If it’s done as a waste management program—consolidated collection, 50 pickup points, etc.—that’s just a garbage model. It’s one homogenized mess. But food recovery is specialized collection; it’s a finite resource, after all. It has to be separated, handled differently. And if you have any competition, you’re not going to make enough.
So capture revenue from the impact part of that model.
It sounds like there were some tough lessons.
Naive me, I wanted to fix everything! I thought, “Rather than talking about it, let’s just do it!” But it’s too much, you can’t do everything at 100%.
And people do care about food waste. When you show them how much food gets wasted, they’re amazed. They want to compost!
I’m really proud of where we got to. I don’t want it to end. It’s the start of something. It can be a platform. Deep-diving into reconnecting—who we are, what we want—that’s our superpower.
It’s knowledge we can bring to the table.
🍪🤖
See Lilley’s GoFundMe campaign: Help Save ReFeed's Circular Food System
Key takeaways for managing a food rescue operation:
Choose the right people: Scrappy, flexible, and multi-skilled.

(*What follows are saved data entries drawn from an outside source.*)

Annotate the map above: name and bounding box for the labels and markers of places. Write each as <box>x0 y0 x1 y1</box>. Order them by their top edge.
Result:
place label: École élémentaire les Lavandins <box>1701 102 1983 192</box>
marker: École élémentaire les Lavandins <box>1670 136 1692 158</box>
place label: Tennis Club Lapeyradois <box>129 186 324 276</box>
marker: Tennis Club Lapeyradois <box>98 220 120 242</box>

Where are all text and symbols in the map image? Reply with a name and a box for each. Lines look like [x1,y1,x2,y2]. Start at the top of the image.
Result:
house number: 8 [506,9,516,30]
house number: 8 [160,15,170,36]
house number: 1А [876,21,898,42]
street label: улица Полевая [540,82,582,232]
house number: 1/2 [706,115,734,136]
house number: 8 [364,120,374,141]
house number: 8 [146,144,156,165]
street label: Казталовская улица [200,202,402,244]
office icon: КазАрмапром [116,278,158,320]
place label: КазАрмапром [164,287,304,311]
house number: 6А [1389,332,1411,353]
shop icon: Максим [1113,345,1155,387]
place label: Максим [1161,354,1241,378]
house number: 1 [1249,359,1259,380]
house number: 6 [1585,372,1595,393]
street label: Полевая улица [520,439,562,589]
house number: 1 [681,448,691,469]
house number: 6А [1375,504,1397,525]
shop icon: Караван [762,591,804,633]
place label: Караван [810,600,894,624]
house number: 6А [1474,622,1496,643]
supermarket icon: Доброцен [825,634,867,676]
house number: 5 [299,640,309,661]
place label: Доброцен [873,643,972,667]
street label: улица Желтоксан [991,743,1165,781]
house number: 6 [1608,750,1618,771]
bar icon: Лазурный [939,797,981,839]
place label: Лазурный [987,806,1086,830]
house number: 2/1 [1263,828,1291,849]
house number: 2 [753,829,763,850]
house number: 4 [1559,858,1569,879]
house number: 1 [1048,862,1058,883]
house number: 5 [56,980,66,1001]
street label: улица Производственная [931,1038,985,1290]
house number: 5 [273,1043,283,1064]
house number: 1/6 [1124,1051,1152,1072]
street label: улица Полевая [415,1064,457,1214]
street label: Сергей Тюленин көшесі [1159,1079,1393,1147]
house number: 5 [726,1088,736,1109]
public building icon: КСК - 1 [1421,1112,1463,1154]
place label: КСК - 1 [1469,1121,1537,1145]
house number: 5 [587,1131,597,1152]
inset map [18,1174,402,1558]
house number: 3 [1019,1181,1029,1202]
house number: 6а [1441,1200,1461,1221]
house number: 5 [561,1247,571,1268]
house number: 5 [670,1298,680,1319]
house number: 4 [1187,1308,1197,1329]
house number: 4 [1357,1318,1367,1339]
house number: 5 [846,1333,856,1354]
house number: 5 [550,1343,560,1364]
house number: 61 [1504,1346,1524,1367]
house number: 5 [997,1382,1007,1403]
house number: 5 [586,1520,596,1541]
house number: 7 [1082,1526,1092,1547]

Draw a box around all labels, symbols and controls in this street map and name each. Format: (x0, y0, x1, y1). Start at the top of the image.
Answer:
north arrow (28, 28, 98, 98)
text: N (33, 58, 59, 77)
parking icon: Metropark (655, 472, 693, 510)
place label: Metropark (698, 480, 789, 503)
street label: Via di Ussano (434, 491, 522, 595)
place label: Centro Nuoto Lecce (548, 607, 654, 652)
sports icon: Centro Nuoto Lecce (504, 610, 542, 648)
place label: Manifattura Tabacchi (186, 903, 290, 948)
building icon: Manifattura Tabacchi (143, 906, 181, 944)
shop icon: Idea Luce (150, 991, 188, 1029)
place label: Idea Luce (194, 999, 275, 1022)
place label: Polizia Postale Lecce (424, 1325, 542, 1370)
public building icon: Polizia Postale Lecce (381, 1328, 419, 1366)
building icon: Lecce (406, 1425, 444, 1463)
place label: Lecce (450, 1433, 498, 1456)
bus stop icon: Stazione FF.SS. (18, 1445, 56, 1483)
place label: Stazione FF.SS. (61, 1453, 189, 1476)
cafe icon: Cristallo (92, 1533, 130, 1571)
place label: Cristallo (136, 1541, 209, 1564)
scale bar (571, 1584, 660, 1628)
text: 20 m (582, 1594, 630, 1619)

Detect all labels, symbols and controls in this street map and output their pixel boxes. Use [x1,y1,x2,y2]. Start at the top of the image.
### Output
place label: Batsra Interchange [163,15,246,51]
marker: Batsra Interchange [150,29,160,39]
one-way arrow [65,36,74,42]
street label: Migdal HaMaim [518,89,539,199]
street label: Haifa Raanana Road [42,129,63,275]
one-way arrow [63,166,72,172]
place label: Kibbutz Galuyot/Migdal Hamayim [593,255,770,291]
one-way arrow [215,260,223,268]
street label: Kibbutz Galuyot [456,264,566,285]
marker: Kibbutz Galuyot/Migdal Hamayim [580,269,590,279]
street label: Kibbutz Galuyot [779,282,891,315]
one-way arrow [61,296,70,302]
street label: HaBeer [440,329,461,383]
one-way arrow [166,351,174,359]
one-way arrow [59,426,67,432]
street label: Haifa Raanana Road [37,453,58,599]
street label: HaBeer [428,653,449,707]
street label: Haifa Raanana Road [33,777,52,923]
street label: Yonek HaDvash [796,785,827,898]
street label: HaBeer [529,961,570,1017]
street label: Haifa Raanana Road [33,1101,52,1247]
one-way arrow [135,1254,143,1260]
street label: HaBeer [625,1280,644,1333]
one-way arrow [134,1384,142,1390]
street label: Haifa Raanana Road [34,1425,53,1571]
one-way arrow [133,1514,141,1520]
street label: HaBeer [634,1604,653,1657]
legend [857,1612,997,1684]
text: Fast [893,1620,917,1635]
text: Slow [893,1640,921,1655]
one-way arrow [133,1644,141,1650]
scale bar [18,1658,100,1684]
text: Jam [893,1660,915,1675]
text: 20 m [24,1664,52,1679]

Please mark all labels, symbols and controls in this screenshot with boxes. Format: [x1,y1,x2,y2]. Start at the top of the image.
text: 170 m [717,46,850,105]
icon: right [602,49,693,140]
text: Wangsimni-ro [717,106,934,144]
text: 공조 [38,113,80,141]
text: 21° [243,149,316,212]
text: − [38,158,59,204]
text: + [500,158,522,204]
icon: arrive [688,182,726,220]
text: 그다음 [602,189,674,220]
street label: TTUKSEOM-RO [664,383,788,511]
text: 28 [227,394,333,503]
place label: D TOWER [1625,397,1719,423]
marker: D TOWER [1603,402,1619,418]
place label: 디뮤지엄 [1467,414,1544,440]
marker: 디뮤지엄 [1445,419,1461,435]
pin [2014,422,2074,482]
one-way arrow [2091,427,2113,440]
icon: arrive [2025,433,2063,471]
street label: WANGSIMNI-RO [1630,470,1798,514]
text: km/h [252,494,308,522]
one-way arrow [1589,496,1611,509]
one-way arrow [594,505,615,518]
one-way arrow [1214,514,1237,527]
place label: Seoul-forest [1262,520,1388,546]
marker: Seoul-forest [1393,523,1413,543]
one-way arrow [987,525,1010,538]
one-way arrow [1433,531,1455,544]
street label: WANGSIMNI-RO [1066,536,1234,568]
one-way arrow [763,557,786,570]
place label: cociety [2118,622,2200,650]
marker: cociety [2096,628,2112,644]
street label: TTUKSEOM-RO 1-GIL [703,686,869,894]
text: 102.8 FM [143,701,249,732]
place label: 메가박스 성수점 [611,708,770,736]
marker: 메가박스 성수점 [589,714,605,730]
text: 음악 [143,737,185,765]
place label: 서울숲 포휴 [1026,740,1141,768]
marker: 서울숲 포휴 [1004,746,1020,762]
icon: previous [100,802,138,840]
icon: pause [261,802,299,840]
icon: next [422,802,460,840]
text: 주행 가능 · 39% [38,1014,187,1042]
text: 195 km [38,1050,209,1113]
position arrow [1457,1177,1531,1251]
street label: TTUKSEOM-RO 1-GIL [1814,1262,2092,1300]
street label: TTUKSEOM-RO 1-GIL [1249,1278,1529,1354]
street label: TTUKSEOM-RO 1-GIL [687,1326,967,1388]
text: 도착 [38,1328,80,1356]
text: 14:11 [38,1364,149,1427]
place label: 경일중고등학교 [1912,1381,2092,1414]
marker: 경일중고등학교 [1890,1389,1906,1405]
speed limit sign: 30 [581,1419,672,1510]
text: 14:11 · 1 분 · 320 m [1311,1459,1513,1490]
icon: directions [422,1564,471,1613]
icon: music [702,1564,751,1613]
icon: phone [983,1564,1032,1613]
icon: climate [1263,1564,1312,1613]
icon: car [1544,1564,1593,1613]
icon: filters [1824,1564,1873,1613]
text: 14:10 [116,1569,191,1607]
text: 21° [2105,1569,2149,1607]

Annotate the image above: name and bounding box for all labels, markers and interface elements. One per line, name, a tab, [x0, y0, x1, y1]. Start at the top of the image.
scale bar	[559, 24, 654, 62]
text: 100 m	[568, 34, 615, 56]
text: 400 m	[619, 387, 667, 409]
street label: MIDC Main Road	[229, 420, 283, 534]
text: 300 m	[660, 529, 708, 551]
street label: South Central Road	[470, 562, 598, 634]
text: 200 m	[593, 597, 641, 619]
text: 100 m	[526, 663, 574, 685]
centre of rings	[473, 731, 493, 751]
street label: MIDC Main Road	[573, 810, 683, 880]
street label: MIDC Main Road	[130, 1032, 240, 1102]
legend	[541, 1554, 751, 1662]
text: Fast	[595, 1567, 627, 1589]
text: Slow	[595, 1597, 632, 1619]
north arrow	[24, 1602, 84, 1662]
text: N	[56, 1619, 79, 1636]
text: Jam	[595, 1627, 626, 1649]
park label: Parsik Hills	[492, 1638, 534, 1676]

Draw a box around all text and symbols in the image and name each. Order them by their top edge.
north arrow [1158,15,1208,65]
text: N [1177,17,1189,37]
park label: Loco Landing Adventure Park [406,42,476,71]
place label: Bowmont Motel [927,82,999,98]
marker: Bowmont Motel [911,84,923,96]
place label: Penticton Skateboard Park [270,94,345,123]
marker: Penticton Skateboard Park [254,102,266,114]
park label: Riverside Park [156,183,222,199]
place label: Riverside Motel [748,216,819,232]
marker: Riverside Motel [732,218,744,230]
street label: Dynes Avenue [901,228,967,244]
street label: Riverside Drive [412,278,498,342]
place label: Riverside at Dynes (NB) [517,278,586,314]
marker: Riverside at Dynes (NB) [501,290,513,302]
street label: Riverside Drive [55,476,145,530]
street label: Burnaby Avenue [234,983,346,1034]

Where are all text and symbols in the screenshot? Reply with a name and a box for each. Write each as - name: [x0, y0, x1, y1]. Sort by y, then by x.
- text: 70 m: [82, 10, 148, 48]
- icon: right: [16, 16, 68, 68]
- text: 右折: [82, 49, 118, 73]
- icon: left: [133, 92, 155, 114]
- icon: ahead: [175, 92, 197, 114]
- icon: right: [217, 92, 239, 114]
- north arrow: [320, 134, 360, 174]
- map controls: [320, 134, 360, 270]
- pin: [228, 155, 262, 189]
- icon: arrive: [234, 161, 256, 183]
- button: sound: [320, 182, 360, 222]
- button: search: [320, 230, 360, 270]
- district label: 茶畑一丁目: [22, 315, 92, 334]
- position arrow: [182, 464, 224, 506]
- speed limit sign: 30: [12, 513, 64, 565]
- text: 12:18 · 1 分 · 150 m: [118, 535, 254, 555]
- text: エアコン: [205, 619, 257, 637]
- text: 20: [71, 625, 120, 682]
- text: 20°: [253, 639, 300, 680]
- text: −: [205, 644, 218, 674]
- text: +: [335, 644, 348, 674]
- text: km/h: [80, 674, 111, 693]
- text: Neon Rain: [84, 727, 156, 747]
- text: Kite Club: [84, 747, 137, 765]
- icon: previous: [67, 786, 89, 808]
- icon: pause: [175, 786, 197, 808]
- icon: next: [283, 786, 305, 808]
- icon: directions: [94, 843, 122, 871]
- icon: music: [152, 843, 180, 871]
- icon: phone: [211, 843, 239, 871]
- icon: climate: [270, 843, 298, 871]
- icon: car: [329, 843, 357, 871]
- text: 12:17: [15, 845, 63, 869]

Maintain a startup culture. Everyone needs to get dirty and share the same vision.
Keep focus: Rescue usable food and divert food waste from landfills. I.e. Fix the broken food system.
Recover what you can for people first, animals second, soil third.
Don’t aim for 100% utility. Diversification can threaten the core mission. Rather, find out what is needed and amplify that.
You can’t run it with volunteers. Food rescue requires infrastructure, logistics, investment, equipment, staffing, time, and the revenue to power it all.
Run it as a nonprofit, not a for-profit. This may vary depending on location (government support, local regulations) but there will be fewer barriers to overcome.
The data/metrics obtained from rescuing/repurposing food have value.
Seek funding.
Choose the right investors. Employee investors and investors who don’t want to lead or pivot can create problems.
Don’t do things for free.
Consider even well-meaning advice carefully.
Own food rescue, then diversify. Scale up organically.